[Records contained in a dataset]
*** Block opens ***
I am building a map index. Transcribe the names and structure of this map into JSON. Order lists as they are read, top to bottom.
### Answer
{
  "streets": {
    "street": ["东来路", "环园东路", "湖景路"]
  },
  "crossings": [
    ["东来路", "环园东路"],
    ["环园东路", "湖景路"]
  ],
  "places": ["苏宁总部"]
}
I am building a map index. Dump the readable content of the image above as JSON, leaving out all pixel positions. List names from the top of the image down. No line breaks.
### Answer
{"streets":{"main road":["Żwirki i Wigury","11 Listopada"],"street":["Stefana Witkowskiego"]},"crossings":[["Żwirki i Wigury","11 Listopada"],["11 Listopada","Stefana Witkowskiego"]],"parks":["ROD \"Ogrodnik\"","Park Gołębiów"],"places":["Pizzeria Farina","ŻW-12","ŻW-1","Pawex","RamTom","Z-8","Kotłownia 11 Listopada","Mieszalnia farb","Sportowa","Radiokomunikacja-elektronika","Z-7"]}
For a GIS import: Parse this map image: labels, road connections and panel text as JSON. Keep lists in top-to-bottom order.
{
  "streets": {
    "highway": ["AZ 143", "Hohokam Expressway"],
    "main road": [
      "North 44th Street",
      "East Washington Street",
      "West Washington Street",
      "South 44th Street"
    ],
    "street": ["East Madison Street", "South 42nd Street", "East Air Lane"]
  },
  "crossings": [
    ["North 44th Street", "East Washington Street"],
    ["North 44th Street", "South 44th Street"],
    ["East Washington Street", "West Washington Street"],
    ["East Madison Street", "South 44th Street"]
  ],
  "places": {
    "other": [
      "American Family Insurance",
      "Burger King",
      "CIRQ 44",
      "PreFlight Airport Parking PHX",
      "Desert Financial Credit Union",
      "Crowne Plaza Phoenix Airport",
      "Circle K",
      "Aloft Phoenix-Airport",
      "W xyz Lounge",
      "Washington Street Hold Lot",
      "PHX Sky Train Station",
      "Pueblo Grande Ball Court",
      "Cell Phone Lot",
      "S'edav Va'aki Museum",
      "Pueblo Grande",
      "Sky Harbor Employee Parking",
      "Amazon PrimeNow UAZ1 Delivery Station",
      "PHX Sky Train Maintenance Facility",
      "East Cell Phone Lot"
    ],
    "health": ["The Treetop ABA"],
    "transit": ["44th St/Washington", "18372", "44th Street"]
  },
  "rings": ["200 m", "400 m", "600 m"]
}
*** Block closes ***
→ WORK ITEM
Each entry above is to be transcribed word for word.

→ THE ANSWER
I am building a map index. Transcribe the names and structure of this map into JSON. Order lists as they are read, top to bottom.
### Answer
{
  "streets": {
    "street": ["东来路", "环园东路", "湖景路"]
  },
  "crossings": [
    ["东来路", "环园东路"],
    ["环园东路", "湖景路"]
  ],
  "places": ["苏宁总部"]
}
I am building a map index. Dump the readable content of the image above as JSON, leaving out all pixel positions. List names from the top of the image down. No line breaks.
### Answer
{"streets":{"main road":["Żwirki i Wigury","11 Listopada"],"street":["Stefana Witkowskiego"]},"crossings":[["Żwirki i Wigury","11 Listopada"],["11 Listopada","Stefana Witkowskiego"]],"parks":["ROD \"Ogrodnik\"","Park Gołębiów"],"places":["Pizzeria Farina","ŻW-12","ŻW-1","Pawex","RamTom","Z-8","Kotłownia 11 Listopada","Mieszalnia farb","Sportowa","Radiokomunikacja-elektronika","Z-7"]}
For a GIS import: Parse this map image: labels, road connections and panel text as JSON. Keep lists in top-to-bottom order.
{
  "streets": {
    "highway": ["AZ 143", "Hohokam Expressway"],
    "main road": [
      "North 44th Street",
      "East Washington Street",
      "West Washington Street",
      "South 44th Street"
    ],
    "street": ["East Madison Street", "South 42nd Street", "East Air Lane"]
  },
  "crossings": [
    ["North 44th Street", "East Washington Street"],
    ["North 44th Street", "South 44th Street"],
    ["East Washington Street", "West Washington Street"],
    ["East Madison Street", "South 44th Street"]
  ],
  "places": {
    "other": [
      "American Family Insurance",
      "Burger King",
      "CIRQ 44",
      "PreFlight Airport Parking PHX",
      "Desert Financial Credit Union",
      "Crowne Plaza Phoenix Airport",
      "Circle K",
      "Aloft Phoenix-Airport",
      "W xyz Lounge",
      "Washington Street Hold Lot",
      "PHX Sky Train Station",
      "Pueblo Grande Ball Court",
      "Cell Phone Lot",
      "S'edav Va'aki Museum",
      "Pueblo Grande",
      "Sky Harbor Employee Parking",
      "Amazon PrimeNow UAZ1 Delivery Station",
      "PHX Sky Train Maintenance Facility",
      "East Cell Phone Lot"
    ],
    "health": ["The Treetop ABA"],
    "transit": ["44th St/Washington", "18372", "44th Street"]
  },
  "rings": ["200 m", "400 m", "600 m"]
}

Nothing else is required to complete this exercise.